You’re fixating on the wrong part of that statement.
^ thats the important part. You need to think about how to bring up your connection processes in a stable state and assume that they’ll eventually crash. If you aren’t bringing them up in a stable state to begin with then you’ve designed a fragile system.
If you have designed the system to handle the connections correctly and your supervisor still can’t bring up your system into a steady state then you absolutely want to surface that error. Eventually if this propagates far enough up then you’ll want to shutdown. If you’ve done your design well and you reach the point of shutting down then it means that something drastic has gone wrong outside of your control. To put it a different way, who cares if your service is up if it can’t do anything useful or always serves the wrong answers? Its functionally equivalent to being shutdown anyway.
Don’t design around promises you can’t keep. This is central to the erlang philosophy. Your server will go bad. The network will go bad. Design to handle these.
Yes, but I rather have a useless service online that keeps pinging the team with error messages rather than having it crash completely. This is a design choice.
Yes, but it doesn’t mean I have to completely shutdown the entire application.
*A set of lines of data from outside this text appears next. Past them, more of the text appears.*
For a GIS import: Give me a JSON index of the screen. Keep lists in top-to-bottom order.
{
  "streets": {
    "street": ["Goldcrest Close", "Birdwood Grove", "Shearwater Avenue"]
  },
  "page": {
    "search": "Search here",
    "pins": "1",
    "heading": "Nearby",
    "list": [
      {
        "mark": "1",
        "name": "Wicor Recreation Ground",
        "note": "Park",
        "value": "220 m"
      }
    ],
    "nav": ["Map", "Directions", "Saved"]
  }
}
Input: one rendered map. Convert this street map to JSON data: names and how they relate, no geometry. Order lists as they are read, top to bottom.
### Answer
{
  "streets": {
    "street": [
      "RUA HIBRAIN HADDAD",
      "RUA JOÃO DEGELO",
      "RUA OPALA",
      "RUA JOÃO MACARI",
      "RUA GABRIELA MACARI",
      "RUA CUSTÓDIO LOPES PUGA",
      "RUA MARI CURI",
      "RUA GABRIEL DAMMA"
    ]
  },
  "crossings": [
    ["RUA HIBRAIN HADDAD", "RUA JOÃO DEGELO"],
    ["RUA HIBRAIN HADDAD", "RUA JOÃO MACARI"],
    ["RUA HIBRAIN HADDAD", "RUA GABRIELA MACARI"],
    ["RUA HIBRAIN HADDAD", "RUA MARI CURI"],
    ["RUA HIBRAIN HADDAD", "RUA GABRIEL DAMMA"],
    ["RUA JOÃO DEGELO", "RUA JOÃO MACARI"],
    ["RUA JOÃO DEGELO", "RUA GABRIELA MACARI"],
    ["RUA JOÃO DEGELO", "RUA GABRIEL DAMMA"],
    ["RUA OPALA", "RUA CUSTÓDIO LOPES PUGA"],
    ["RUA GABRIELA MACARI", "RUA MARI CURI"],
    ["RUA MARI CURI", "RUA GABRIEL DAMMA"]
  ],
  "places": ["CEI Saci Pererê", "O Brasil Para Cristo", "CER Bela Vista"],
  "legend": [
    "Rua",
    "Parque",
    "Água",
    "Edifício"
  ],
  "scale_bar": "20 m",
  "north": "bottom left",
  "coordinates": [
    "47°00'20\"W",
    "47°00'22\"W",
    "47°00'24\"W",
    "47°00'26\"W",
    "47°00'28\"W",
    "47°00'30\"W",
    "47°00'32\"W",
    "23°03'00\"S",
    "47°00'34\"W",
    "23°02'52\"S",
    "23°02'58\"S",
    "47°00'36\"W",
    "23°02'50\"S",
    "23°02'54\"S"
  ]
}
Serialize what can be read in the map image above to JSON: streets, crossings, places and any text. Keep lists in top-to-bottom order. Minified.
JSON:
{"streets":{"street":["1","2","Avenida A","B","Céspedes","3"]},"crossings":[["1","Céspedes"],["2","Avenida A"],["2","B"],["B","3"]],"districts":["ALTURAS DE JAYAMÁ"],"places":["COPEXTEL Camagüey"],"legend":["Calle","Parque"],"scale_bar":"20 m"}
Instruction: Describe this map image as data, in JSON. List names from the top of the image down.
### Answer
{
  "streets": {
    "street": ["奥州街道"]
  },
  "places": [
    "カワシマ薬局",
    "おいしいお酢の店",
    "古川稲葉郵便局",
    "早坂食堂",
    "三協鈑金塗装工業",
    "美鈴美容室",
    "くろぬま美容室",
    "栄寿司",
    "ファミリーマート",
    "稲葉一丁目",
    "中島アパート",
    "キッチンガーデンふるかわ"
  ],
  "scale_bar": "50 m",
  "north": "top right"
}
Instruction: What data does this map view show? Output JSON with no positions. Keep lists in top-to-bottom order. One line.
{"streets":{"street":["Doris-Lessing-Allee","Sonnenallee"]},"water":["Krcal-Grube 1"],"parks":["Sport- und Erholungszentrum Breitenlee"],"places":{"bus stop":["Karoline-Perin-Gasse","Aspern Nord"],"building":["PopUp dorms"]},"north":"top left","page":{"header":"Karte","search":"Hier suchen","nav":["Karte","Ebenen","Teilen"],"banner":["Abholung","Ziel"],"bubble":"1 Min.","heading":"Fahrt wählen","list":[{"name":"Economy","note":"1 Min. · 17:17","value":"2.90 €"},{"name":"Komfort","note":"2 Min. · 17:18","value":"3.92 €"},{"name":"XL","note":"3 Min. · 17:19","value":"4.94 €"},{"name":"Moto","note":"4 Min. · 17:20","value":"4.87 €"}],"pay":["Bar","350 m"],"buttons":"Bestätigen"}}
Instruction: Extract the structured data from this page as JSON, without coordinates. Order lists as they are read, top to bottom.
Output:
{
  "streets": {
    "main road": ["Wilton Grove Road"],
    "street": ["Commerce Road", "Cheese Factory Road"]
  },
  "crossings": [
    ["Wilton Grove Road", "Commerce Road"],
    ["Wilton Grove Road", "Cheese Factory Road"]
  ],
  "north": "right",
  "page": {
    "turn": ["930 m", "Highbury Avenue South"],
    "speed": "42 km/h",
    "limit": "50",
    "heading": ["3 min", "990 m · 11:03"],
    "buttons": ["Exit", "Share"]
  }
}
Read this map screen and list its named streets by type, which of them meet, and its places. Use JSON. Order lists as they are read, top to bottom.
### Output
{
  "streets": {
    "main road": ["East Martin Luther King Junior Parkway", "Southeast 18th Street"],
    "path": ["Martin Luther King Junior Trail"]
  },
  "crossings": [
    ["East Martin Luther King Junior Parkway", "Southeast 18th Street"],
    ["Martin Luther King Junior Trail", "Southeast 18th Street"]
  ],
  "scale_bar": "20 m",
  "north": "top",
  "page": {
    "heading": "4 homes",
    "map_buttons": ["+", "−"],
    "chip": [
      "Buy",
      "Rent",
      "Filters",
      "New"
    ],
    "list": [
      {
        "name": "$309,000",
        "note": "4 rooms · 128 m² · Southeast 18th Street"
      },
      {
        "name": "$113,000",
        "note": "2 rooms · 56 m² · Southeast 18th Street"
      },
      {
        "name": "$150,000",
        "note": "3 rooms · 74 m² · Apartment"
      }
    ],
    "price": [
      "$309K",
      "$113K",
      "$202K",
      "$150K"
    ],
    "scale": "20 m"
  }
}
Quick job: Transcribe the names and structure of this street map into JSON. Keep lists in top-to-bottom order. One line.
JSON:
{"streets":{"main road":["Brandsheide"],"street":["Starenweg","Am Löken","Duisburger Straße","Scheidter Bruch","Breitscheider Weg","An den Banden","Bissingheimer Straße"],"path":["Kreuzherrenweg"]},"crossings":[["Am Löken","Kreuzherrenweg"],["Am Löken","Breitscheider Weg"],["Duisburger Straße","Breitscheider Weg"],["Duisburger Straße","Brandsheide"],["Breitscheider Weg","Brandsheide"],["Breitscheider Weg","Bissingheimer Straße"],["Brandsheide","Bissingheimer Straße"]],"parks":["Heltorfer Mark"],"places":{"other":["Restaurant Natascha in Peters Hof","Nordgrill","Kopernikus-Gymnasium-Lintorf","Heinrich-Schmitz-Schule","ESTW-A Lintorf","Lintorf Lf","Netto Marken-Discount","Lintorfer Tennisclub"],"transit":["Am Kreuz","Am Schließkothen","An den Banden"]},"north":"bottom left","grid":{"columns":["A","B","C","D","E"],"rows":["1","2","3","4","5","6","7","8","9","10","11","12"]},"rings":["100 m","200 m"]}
I rather have it online checking for service availability every chance it gets and posting error messages to some service constantly than having it quit and shutdown.
As you describe it this is expected, not exceptional behaviour. Design needs to accomodate expected behaviour.
Sounds like working against live servers and watching for dead ones to come back online are distinct responsibilities that need to be handled separately (i.e. when a worker decides that the server won’t respond it terminates normally handing matters back to the dead server watcher).
It sounds like you need to manage this with some form of backoff. You can’t code to prevent anything bad from ever happening, that’s just not possible. But if you have some idea of what can go wrong (and it sounds like you do), you should handle those expected errors. This might be in the form of try/catches, exponential backoff in trying to connect with gun etc. You would in this case put that logic in the worker, not in the Supervisor, and not rely on crashes to refresh the state in cases of known errors.
If that’s for some reason not possible, set the worker strategy to transient and let a separate process handle the restarts. This is not exactly the reason for, but kind of fits into, the use case for the new Registry.select in 1.9, where you would be able to register your workers and then query the Registry for the status of the workers, restarting as required. You’d then be able to keep track of workers that keep crashing, backoff and notify/alert, but keep the other workers living. This can also be implemented by using Process.monitor. Note that this is making your life difficult for yourself, and you’re introducing a lot more risk for corrupted states.
When it comes to the unknown, there’s no way for you to keep the system working in a functioning condition. For those cases crashing is correct.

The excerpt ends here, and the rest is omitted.